Comment: Is China's yield curve signaling a further economic slowdown?

Friday, June 23, 2017

Matthias Knab, Opalesque:

PIMCO writes on Harvest Exchange:

Why China's yield curve became inverted and what it means for the economy.

In the bond market, an inverted yield curve has often predicted recession in developed economies. So what does the recent inversion of the yield curve in China say about the country's economic outlook?

Since 2005, the yield on the 10-year Chinese government bond (CGB) has exceeded the one-year CGB yield by an average of 100 basis points (bps). An upward-sloping yield curve of this sort is normal in the $3.5 trillion CGB market and, as in most countries, reflects expectations for future policy rates, a term premium and healthy market supply-demand dynamics.

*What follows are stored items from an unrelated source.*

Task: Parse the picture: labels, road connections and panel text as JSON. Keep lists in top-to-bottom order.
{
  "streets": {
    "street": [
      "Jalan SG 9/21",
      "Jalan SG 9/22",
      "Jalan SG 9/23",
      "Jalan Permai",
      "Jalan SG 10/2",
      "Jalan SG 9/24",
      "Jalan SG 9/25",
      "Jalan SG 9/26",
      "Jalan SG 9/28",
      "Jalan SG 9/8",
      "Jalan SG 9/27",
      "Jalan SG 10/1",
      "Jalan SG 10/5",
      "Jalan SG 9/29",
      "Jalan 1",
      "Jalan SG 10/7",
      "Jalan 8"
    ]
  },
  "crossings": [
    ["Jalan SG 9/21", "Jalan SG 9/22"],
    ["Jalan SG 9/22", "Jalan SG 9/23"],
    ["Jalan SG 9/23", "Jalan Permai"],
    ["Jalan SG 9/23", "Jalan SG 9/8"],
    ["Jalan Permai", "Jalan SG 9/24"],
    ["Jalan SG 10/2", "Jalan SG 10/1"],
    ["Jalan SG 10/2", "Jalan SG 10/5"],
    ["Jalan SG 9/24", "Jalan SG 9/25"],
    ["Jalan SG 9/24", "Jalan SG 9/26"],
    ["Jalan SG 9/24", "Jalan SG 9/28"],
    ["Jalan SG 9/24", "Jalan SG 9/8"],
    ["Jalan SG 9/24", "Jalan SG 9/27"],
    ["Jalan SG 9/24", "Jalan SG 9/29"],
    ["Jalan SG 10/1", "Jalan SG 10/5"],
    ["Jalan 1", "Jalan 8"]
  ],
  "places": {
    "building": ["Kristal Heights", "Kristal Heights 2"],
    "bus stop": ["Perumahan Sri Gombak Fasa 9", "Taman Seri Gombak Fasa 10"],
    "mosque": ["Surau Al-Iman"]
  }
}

But on 7 June, the 10-year CGB yield sank below the one-year yield. This yield curve inversion has occurred only once before, in June 2013, amid a severe liquidity crunch in the interbank market.

What is causing the current yield-curve inversion? We see four main drivers:

  • The People's Bank of China (PBOC) has tightened monetary policy since the fourth quarter of 2016 to curb an asset bubble, mitigate financial leverage and support the yuan. Since the end of the third quarter of 2016, the 10-year CGB yield has risen 85 bps to 3.59%, and the one-year yield has risen 145 bps to 3.62%.
  • The PBOC hiked the seven-day re......................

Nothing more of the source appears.